Nos primeiros minutos de “Hanna” vemos que a personagem-título cresceu em um ambiente diferente de outras garotas de sua idade. Aos dezesseis anos, esta personagem interpretada pela americana Saoirse Ronan vive nas áreas mais gélidas da Finlândia com o seu pai Erik (Eric Bana). Erik cria Hanna sob severos treinamentos físicos e a torna uma expert em idiomas e culturas de lugares que jamais conheceu. O mundo de Hanna é minúsculo, pois ela jamais ultrapassou os limites do refúgio ao qual lhe é um lar.

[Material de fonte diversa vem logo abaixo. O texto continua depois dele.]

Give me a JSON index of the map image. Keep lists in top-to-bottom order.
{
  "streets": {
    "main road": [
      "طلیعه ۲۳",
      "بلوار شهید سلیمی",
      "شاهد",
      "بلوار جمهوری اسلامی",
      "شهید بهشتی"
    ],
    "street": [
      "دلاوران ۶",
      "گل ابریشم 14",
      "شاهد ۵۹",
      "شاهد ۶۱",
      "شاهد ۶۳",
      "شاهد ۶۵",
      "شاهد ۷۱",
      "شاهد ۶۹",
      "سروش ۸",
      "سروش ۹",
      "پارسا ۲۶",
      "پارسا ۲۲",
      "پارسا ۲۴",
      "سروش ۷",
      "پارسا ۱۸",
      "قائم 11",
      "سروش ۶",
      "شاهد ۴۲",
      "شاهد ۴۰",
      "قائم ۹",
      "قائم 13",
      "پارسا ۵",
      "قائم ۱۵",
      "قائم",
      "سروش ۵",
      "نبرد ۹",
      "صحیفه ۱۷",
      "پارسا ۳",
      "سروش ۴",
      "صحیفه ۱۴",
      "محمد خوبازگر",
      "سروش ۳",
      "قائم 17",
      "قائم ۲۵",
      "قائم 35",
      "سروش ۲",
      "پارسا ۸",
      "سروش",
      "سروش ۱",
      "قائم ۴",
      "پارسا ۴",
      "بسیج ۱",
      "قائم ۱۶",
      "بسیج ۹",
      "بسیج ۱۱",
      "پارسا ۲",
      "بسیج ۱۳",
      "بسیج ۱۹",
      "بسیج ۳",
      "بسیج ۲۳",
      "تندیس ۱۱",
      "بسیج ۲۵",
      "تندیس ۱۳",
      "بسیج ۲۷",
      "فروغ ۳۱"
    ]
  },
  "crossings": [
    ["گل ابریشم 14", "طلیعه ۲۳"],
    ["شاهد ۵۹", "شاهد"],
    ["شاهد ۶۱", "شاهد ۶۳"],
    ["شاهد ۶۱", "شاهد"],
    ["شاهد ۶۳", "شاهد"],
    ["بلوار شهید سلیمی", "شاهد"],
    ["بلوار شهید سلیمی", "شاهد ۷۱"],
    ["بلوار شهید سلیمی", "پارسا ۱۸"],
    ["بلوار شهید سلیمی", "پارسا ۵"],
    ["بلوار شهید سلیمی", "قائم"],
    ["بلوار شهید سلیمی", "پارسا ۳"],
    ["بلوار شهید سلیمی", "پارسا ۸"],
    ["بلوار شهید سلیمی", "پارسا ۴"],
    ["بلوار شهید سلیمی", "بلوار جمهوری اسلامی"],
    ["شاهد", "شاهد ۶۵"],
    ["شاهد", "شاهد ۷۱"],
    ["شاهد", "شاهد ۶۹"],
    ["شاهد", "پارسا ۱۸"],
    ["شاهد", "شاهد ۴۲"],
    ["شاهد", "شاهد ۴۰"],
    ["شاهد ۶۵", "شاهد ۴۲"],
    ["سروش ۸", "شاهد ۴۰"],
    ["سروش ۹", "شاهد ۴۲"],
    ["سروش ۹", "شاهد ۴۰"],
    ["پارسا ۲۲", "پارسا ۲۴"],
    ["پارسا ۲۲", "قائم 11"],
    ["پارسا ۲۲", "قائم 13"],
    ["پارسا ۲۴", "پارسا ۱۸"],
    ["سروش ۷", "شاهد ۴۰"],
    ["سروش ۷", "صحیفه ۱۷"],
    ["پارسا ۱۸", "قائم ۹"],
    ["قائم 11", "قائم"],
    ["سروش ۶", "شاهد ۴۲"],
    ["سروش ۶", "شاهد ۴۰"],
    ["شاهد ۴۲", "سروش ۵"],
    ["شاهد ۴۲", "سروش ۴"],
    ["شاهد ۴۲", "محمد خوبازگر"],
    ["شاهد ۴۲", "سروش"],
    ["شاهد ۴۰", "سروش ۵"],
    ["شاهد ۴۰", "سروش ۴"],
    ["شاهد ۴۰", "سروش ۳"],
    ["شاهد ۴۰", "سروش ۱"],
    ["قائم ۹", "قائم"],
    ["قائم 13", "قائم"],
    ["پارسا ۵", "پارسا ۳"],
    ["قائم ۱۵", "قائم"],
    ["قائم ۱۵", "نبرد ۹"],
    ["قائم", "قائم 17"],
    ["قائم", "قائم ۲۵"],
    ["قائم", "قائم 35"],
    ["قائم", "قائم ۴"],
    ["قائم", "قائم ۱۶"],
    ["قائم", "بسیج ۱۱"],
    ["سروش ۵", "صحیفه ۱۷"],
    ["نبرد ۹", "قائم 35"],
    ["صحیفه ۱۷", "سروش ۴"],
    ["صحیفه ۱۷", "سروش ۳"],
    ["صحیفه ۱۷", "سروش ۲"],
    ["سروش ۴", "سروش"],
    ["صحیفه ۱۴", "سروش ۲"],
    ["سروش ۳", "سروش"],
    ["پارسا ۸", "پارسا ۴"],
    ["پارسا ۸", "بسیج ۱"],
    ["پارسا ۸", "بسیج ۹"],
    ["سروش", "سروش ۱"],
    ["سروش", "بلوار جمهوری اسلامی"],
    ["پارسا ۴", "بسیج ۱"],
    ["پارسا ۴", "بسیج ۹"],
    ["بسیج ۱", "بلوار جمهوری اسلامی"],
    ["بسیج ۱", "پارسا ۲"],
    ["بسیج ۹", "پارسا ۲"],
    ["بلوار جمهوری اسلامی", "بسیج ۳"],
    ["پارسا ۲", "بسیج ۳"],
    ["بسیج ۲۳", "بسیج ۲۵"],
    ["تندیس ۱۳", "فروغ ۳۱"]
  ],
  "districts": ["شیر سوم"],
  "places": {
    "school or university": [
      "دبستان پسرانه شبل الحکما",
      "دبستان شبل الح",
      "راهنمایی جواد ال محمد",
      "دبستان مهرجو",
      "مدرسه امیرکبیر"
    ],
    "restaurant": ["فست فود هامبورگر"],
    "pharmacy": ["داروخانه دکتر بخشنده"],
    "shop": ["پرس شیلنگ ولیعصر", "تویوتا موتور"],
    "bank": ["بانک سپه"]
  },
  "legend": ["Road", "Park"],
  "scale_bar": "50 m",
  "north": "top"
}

Isto pode mudar quando Erik oferece à Hanna a chance de finalmente explorar novos ambientes, deixando-a ciente de que deverá cumprir com uma missão de risco: eliminar a agente da CIA Marissa (Cate Blanchett), com quem Erik tem um passado.

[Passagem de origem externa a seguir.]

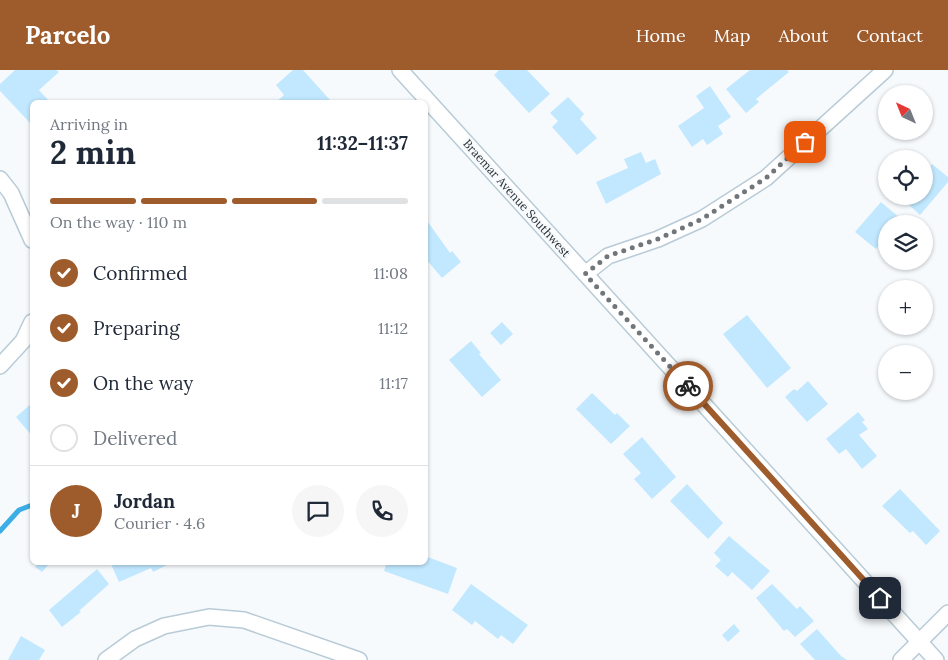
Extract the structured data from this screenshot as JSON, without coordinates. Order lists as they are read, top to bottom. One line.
{"streets":{"street":["Braemar Avenue Southwest"]},"north":"top left","page":{"header":"Parcelo","nav":["Home","Map","About","Contact"],"map_buttons":["+","−"],"heading":["2 min","Arriving in","11:32–11:37"],"panel":["Jordan","Courier · 4.6"],"bar":"On the way · 110 m","list":[["Confirmed","11:08"],["Preparing","11:12"],["On the way","11:17"],"Delivered"],"round":"J"}}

As razões ficarão claras apenas nos momentos finais desta história, pois o que mais importa ao cineasta inglês Joe Wright (de “Orgulho e Preconceito”, “Desejo e Reparação” e “O Solista“) e aos roteiristas David Farr e Seth Lochhead é fazer com que Hanna desvende sua própria humanidade em meio a um turbilhão de emoções que a acometerá, intensificadas ao conhecer Sophie (Jessica Barden), filha de Sebastian (Jason Flemyng) e Rachel (Olivia Williams). Esta família de turistas mudará Hanna, especialmente Sophie e Rachel, pois nossa protagonista jamais presenciou uma figura feminina em sua infância e adolescência.

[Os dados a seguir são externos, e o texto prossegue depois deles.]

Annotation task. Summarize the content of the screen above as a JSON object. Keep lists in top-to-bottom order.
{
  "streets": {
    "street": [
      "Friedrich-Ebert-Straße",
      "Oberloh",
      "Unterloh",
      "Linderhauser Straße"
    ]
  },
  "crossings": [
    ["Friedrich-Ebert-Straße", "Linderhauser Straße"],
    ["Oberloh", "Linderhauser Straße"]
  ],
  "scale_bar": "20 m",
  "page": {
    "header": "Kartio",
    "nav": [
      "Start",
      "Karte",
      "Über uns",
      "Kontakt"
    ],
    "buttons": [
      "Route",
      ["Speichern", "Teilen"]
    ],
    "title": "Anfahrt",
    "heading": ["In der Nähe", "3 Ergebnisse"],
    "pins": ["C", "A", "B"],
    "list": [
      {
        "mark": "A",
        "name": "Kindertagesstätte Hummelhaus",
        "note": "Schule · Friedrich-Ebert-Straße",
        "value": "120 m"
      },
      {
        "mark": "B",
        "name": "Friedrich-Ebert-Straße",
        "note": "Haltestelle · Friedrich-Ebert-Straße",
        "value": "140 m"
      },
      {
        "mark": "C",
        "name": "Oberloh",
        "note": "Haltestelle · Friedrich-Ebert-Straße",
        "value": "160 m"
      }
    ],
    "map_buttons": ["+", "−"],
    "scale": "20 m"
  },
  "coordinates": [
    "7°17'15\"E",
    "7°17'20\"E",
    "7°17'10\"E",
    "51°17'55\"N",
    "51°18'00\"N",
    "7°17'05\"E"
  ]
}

Trabalhando pela primeira vez com um roteiro original, Joe Wright finalmente parece livre, leve e solto para conduzir uma história como bem entender. Não poderia apresentar um gosto mais refinado. Wright faz de “Hanna” um filme de ação diferente do habitual, mostrando serviço em sequências de embate espetaculares e no uso de espaços cênicos, como o parque abandonado em Berlim que serve de cenário para o último ato da história. Há também dois elementos que se destacam entre os demais. O primeiro é a contribuição da dupla Ed Simons e Tom Rowlands. Responsáveis pelo grupo “The Chemical Brothers”, ambos realizam um trabalho bizarro (no bom sentido), um misto de música eletrônica e canções dignas de fábulas. O segundo elemento surpreendente é representado por Cate Blanchett. A atriz dá um tom totalmente novo para a sua vilã, distinto da cabeça aos pés do horroroso papel de Irina Spalko em “Indiana Jones e o Reino da Caveira de Cristal“. O único ponto comprometedor de “Hanna” é quando sua narrativa invade terrenos pouco seguros ao revelar a origem da mortífera protagonista, que não devem ser revelados aqui para não estragar as surpresas.

Título Original: Hanna
Ano de Produção: 2011
Direção: Joe Wright
Roteiro: David Farr e Seth Lochhead
Elenco: Saoirse Ronan, Eric Bana, Cate Blanchett, Tom Hollander, Olivia Williams, Jason Flemyng, Michelle Dockery, John MacMillan, Tim Beckmann, Vicky Krieps, Jessica Barden, Aldo Maland, Jamie Beamish e Sebastian Hülk
Cotação: 3 Stars

Sobre Alex Gonçalves
Editor do Cine Resenhas desde 2007, Alex Gonçalves é estudante de Jornalismo e viciado em música, fotografia, leitura e escrita. Mais informações na página "Sobre".

6 Comentários em Resenha Crítica | Hanna (2011)

  1. Só tenho lido boas opiniões sobre este filme! Espero que, finalmente, dessa vez, o Joe Wright tenha acertado num filme que NÃO é de época! :)

  2. Bem, depois da merdinha que o Joe Wright fez em O Solista, tenho boas esperanças em relação a esse fime. O fato de ser lançado diretamene em DVD me desanimou um tanto, mas espero que os cometários sejam positivos daqui pra frente.

    • Considerei um total desrespeito de lançar este filme em DVD depois de tantas confirmações e datas de que ele seria exibido nos cinemas. As cenas finais iriam ganhar um impacto extraordinário na tela grande.